Probably the most misleading name in astronomy. Planetary nebula have got nothing to do with planets. Back in the old days a famous astronomer called William Herschal named them planetary nebula since they resembled faint cloudy planets. However, in these enlightened days we have a different understanding. When a star runs out of fuel it has a tendency to explode. The size of the bang is related to the size of the star. A star similar to our Sun will, at the end of its days, kick out a layer of its outer atmosphere into a large expanding cloud. This is what a planetary nebula is. Nothing to do with planets. There are many of this class of object within reach of our equipment.
The Dumbbell Nebula M27 was the first planetary nebula ever discovered. On July 12, 1764, Charles Messier discovered this new and fascinating class of objects, and descibed it as an oval nebula without stars. The name "Dumb-bell" goes back to the description by John Herschal, who also compared it to a "double-headed shot."
The Ring Nebula, M57, was discovered by Antoine Darquier de Pellepoix in 1779. It is a ring, or torus, of matter orbiting the central star, which is just visible. We are viewing it from above. If viewed from the side, it might look more like M27.
It's also hard to estimate the distance to these objects, but they are thought to be several thousand light years away. Compare this to the millions of light years to the galaxies on other pages.

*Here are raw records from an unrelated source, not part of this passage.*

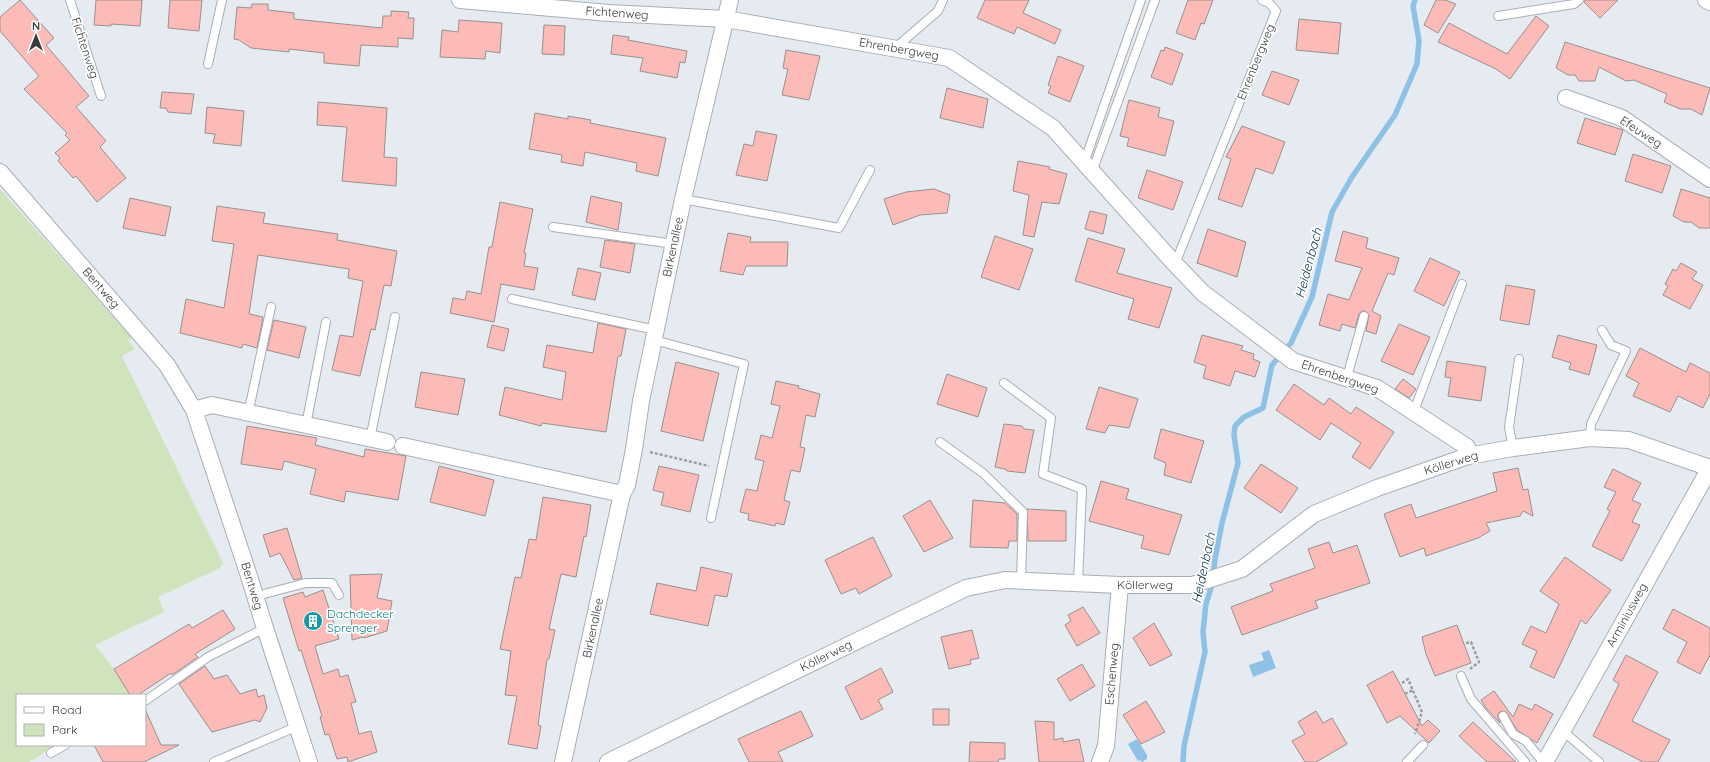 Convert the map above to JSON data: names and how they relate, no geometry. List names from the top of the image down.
{
  "streets": {
    "street": [
      "Fichtenweg",
      "Ehrenbergweg",
      "Efeuweg",
      "Birkenallee",
      "Bentweg",
      "Köllerweg",
      "Arminiusweg",
      "Eschenweg"
    ]
  },
  "crossings": [
    ["Fichtenweg", "Ehrenbergweg"],
    ["Fichtenweg", "Birkenallee"],
    ["Ehrenbergweg", "Birkenallee"],
    ["Ehrenbergweg", "Köllerweg"],
    ["Köllerweg", "Arminiusweg"],
    ["Köllerweg", "Eschenweg"]
  ],
  "water": ["Heidenbach"],
  "places": {
    "building": ["Dachdecker Sprenger"]
  },
  "legend": ["Road", "Park"],
  "north": "top"
}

|Location||Toms back garden, 2 August 2003. No moon. Fair to good transparency.|
|Statistics||About 50 stacked frames of about 15 seconds each.|
|Equipment used||Helios 8" newtonian reflector Logitech QuickCam Pro 4000 SC Long Exposure Modified (no lens) K3CCDTools, Registax and Photoshop|
M57 on the left, M27 on the right. This was the first attempt at these objects, and came out better than expected. Improvements will be attempted. The yellow glow in the top left of M27 is an artifact of imaging, and nothing to do with the object.